* **What needs to be done**
The complete set of records below must be repeated precisely as given.

* **Records supplied**

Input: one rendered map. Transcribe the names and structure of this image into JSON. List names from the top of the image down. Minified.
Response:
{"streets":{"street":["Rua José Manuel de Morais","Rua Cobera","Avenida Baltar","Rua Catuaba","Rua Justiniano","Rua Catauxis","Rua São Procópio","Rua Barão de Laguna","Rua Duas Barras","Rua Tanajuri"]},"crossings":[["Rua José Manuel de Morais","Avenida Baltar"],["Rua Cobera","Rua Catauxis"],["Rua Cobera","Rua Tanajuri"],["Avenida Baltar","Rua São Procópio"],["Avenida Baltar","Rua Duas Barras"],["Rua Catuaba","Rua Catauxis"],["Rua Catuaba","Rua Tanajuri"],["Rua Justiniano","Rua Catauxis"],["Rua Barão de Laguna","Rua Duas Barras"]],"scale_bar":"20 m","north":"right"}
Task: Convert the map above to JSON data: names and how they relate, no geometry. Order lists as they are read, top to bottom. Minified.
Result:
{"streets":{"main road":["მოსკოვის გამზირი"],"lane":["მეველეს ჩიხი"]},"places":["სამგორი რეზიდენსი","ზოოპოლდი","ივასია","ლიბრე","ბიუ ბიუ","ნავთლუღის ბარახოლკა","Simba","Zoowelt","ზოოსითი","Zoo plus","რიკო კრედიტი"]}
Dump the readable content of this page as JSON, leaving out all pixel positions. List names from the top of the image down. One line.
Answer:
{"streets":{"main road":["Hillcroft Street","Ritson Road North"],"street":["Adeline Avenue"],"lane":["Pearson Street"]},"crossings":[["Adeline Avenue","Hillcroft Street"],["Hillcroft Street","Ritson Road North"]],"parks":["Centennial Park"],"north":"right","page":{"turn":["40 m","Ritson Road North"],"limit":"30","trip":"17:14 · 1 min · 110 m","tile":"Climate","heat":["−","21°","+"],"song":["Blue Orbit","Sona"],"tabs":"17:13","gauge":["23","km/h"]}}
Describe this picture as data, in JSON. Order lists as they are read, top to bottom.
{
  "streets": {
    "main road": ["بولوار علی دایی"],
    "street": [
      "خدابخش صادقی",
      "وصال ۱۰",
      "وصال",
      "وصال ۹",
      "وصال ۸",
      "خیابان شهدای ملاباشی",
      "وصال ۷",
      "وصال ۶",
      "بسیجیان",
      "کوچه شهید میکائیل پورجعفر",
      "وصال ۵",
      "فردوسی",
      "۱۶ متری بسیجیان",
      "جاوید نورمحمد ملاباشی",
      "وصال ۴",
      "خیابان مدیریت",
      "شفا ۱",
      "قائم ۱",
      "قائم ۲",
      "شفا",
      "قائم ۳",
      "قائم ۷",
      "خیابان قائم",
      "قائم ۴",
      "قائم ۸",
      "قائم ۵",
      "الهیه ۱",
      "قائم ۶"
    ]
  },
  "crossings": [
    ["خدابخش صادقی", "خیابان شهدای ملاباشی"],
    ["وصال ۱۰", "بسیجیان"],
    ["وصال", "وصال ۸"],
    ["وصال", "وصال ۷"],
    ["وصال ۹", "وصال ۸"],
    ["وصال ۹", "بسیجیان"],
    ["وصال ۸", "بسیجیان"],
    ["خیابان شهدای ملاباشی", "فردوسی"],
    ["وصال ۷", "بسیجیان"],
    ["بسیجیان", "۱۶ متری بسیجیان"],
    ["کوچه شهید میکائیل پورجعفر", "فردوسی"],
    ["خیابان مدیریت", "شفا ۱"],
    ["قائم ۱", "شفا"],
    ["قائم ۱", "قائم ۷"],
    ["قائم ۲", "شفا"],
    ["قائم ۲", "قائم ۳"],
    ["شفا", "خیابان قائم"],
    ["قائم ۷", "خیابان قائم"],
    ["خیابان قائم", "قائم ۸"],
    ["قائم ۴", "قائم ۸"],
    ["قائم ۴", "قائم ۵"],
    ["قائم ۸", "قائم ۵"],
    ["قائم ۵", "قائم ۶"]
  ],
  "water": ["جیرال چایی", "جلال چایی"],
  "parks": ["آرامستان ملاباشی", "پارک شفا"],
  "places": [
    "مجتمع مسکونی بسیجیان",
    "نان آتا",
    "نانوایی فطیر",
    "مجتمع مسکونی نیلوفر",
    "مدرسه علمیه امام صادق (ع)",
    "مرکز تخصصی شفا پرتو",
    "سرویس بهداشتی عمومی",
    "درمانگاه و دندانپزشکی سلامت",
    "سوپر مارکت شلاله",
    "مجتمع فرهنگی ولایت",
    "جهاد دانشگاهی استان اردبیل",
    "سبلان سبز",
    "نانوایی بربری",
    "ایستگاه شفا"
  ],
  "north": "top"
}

* **Expected answer**
Input: one rendered map. Transcribe the names and structure of this image into JSON. List names from the top of the image down. Minified.
Response:
{"streets":{"street":["Rua José Manuel de Morais","Rua Cobera","Avenida Baltar","Rua Catuaba","Rua Justiniano","Rua Catauxis","Rua São Procópio","Rua Barão de Laguna","Rua Duas Barras","Rua Tanajuri"]},"crossings":[["Rua José Manuel de Morais","Avenida Baltar"],["Rua Cobera","Rua Catauxis"],["Rua Cobera","Rua Tanajuri"],["Avenida Baltar","Rua São Procópio"],["Avenida Baltar","Rua Duas Barras"],["Rua Catuaba","Rua Catauxis"],["Rua Catuaba","Rua Tanajuri"],["Rua Justiniano","Rua Catauxis"],["Rua Barão de Laguna","Rua Duas Barras"]],"scale_bar":"20 m","north":"right"}
Task: Convert the map above to JSON data: names and how they relate, no geometry. Order lists as they are read, top to bottom. Minified.
Result:
{"streets":{"main road":["მოსკოვის გამზირი"],"lane":["მეველეს ჩიხი"]},"places":["სამგორი რეზიდენსი","ზოოპოლდი","ივასია","ლიბრე","ბიუ ბიუ","ნავთლუღის ბარახოლკა","Simba","Zoowelt","ზოოსითი","Zoo plus","რიკო კრედიტი"]}
Dump the readable content of this page as JSON, leaving out all pixel positions. List names from the top of the image down. One line.
Answer:
{"streets":{"main road":["Hillcroft Street","Ritson Road North"],"street":["Adeline Avenue"],"lane":["Pearson Street"]},"crossings":[["Adeline Avenue","Hillcroft Street"],["Hillcroft Street","Ritson Road North"]],"parks":["Centennial Park"],"north":"right","page":{"turn":["40 m","Ritson Road North"],"limit":"30","trip":"17:14 · 1 min · 110 m","tile":"Climate","heat":["−","21°","+"],"song":["Blue Orbit","Sona"],"tabs":"17:13","gauge":["23","km/h"]}}
Describe this picture as data, in JSON. Order lists as they are read, top to bottom.
{
  "streets": {
    "main road": ["بولوار علی دایی"],
    "street": [
      "خدابخش صادقی",
      "وصال ۱۰",
      "وصال",
      "وصال ۹",
      "وصال ۸",
      "خیابان شهدای ملاباشی",
      "وصال ۷",
      "وصال ۶",
      "بسیجیان",
      "کوچه شهید میکائیل پورجعفر",
      "وصال ۵",
      "فردوسی",
      "۱۶ متری بسیجیان",
      "جاوید نورمحمد ملاباشی",
      "وصال ۴",
      "خیابان مدیریت",
      "شفا ۱",
      "قائم ۱",
      "قائم ۲",
      "شفا",
      "قائم ۳",
      "قائم ۷",
      "خیابان قائم",
      "قائم ۴",
      "قائم ۸",
      "قائم ۵",
      "الهیه ۱",
      "قائم ۶"
    ]
  },
  "crossings": [
    ["خدابخش صادقی", "خیابان شهدای ملاباشی"],
    ["وصال ۱۰", "بسیجیان"],
    ["وصال", "وصال ۸"],
    ["وصال", "وصال ۷"],
    ["وصال ۹", "وصال ۸"],
    ["وصال ۹", "بسیجیان"],
    ["وصال ۸", "بسیجیان"],
    ["خیابان شهدای ملاباشی", "فردوسی"],
    ["وصال ۷", "بسیجیان"],
    ["بسیجیان", "۱۶ متری بسیجیان"],
    ["کوچه شهید میکائیل پورجعفر", "فردوسی"],
    ["خیابان مدیریت", "شفا ۱"],
    ["قائم ۱", "شفا"],
    ["قائم ۱", "قائم ۷"],
    ["قائم ۲", "شفا"],
    ["قائم ۲", "قائم ۳"],
    ["شفا", "خیابان قائم"],
    ["قائم ۷", "خیابان قائم"],
    ["خیابان قائم", "قائم ۸"],
    ["قائم ۴", "قائم ۸"],
    ["قائم ۴", "قائم ۵"],
    ["قائم ۸", "قائم ۵"],
    ["قائم ۵", "قائم ۶"]
  ],
  "water": ["جیرال چایی", "جلال چایی"],
  "parks": ["آرامستان ملاباشی", "پارک شفا"],
  "places": [
    "مجتمع مسکونی بسیجیان",
    "نان آتا",
    "نانوایی فطیر",
    "مجتمع مسکونی نیلوفر",
    "مدرسه علمیه امام صادق (ع)",
    "مرکز تخصصی شفا پرتو",
    "سرویس بهداشتی عمومی",
    "درمانگاه و دندانپزشکی سلامت",
    "سوپر مارکت شلاله",
    "مجتمع فرهنگی ولایت",
    "جهاد دانشگاهی استان اردبیل",
    "سبلان سبز",
    "نانوایی بربری",
    "ایستگاه شفا"
  ],
  "north": "top"
}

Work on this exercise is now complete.